I don't understand how iMessage and FTP are different? Both have a server which mediates communication between different clients. The FTP server accepts & persists files which other clients then see and can download. The iMessage server does something similar but with messages.
> Do you actually believe these things you're claiming
Yes? I believe every person should have the right to choose which software they use to interact with services, whether it's first-party, third-party, or their own creation. I don't know nor care which browser you're using to read & reply to my comments and shouldn't have a say it in in any case - whatever happens on your machine is your own business only.
I don't understand what is so extreme about my position? It's like arguing that being able to open & create Microsoft Office files in anything but a Microsoft-approved version is heresy.
>E-mail can be end-to-end encrypted; you can use PGP
SMS can be end-to-end encrypted; you can use PGP.
>I don't understand how iMessage and FTP are different?
If I get a new iPhone and set it up without restoring it from a backup and I have NOT opted into "Messages in iCloud" (I personally have not), then my entire iMessage history is unavailable to me on my new iPhone.
>I believe every person should have the right to choose which software they use to interact with services
Then you also believe that forgoing E2E encryption is an acceptable tradeoff for exercising that freedom.
>I don't understand what is so extreme about my position?
It's not that your position is extreme, it's that you don't seem to understand the consequences of that position.
> If I get a new iPhone and set it up without restoring it from a backup and I have NOT opted into "Messages in iCloud" (I personally have not), then my entire iMessage history is unavailable to me on my new iPhone.
Ok, the difference between an FTP server and the iMessage server is that iMessage only buffers the messages for a few hours (until delivered) where as FTP server would persist it for longer.
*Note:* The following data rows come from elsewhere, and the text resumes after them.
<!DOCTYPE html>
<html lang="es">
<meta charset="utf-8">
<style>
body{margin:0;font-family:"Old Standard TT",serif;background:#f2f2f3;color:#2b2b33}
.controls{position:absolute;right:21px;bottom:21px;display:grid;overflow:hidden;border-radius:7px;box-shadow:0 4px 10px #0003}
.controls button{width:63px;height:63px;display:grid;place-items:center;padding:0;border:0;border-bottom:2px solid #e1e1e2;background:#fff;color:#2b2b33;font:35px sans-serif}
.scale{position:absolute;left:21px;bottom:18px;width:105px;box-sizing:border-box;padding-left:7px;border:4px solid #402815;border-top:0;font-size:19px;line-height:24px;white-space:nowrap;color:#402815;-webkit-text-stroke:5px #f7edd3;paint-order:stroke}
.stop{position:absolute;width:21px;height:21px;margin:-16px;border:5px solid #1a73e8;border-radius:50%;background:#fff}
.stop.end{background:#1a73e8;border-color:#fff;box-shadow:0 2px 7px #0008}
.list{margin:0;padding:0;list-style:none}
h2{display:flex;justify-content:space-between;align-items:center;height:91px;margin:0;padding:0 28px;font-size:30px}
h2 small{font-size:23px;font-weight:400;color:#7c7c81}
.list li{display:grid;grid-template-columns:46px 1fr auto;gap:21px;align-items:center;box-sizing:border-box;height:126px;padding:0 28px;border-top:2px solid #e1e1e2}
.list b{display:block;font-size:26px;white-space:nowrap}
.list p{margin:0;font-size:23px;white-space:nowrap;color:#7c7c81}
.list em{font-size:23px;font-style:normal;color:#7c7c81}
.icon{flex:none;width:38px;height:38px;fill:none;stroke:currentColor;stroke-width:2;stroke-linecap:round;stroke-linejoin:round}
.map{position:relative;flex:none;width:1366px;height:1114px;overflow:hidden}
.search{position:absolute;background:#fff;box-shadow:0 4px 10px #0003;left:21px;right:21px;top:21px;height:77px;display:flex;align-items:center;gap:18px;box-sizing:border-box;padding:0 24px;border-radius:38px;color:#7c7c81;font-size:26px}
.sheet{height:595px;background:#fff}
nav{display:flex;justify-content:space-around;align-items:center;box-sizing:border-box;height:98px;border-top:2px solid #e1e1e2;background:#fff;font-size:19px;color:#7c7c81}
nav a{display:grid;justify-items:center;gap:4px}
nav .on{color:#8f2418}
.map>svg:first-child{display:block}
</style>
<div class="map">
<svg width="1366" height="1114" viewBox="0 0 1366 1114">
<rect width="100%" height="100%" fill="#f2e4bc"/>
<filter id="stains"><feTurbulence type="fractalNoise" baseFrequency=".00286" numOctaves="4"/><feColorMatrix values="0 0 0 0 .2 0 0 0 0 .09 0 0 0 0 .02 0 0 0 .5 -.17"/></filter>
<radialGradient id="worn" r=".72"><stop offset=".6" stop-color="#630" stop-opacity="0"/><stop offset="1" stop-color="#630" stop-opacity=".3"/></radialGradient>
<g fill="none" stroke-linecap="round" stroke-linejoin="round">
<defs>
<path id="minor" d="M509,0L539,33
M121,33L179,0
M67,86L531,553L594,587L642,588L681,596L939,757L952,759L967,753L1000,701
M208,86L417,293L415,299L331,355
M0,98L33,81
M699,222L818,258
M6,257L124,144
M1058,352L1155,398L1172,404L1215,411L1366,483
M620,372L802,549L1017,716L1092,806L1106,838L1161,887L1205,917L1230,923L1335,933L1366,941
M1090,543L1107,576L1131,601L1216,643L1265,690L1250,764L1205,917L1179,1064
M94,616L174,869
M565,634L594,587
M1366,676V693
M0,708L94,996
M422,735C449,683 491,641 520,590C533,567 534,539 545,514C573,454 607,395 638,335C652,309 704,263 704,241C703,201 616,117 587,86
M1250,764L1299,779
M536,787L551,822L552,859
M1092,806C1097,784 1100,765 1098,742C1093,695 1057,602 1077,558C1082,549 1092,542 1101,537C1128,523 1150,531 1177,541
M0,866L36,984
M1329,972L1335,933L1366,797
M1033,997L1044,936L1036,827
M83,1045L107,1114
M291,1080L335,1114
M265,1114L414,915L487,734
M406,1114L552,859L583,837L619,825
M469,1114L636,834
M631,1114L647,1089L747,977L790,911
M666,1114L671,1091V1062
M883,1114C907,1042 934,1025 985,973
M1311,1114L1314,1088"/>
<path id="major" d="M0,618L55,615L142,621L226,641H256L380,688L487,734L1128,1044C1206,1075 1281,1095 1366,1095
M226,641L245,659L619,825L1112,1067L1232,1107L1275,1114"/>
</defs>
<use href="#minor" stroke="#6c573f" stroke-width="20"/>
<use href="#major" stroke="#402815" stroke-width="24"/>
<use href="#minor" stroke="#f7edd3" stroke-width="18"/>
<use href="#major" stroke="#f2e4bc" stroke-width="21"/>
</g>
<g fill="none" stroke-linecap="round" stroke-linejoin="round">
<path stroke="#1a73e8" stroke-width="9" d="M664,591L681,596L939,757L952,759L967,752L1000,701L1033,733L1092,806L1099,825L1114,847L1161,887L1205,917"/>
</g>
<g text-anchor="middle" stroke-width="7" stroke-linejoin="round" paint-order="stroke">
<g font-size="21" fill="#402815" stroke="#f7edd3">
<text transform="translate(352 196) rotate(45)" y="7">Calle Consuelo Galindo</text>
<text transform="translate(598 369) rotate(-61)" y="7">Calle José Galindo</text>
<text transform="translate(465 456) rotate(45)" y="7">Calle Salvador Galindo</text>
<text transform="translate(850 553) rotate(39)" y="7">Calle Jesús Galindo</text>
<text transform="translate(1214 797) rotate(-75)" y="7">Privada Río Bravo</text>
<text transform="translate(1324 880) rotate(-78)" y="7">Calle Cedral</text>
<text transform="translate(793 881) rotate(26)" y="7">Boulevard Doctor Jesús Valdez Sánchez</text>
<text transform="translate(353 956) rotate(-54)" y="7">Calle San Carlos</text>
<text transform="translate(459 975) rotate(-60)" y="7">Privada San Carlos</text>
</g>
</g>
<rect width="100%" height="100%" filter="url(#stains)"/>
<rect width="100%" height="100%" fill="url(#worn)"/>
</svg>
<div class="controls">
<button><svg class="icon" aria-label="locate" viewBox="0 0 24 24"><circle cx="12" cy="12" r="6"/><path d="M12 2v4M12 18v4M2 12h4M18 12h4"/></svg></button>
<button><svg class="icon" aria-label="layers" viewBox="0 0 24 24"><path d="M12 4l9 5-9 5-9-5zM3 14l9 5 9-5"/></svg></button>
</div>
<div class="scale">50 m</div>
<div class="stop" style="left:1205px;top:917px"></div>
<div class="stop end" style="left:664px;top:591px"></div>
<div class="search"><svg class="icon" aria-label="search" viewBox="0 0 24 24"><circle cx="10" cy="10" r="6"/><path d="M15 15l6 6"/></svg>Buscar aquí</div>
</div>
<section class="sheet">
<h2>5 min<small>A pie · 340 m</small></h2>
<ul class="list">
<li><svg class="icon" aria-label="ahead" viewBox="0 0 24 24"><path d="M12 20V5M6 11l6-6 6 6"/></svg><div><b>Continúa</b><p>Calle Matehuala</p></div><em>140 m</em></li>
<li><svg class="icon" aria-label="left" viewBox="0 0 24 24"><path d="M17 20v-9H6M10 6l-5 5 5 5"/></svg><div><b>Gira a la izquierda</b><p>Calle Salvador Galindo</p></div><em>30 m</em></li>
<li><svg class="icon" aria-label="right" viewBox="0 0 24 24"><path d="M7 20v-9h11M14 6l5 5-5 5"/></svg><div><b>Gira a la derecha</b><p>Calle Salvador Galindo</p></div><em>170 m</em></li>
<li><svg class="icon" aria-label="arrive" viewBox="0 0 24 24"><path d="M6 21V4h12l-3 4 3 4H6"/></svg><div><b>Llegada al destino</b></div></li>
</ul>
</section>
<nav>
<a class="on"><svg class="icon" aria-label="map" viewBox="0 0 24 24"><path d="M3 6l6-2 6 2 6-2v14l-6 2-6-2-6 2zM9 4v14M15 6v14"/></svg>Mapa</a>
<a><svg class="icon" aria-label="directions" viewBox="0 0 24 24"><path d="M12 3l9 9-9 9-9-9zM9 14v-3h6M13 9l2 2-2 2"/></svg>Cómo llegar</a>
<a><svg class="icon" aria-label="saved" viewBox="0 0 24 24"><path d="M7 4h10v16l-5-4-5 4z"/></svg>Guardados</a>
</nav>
That's completely irrelevant in this case though - both operate as a temporary storage space to which multiple clients owned by different parties connect to, and I still don't understand why it should be acceptable to connect a third-party client to one but not the other?
> Then you also believe that forgoing E2E encryption is an acceptable tradeoff for exercising that freedom.
If there was some technical reason why E2E wasn't possible then sure, but there's none - as both GnuPG, browsers, SSH clients, XMPP, and Beeper all demonstrate, a third-party client can just as well implement an E2E protocol, and the only reason we can't have that with iMessage is because it would compromise Apple's vendor lock-in.
> it's that you don't seem to understand the consequences of that position
Which are? I still don't understand how Beeper being out there affects me negatively as an Apple user? Even if we assume Beeper actually had some security vulnerabilities and was literally sending message contents in plain unencrypted form over an untrusted network, it still wouldn't be any worse than texting those people via SMS, which is unencrypted by design?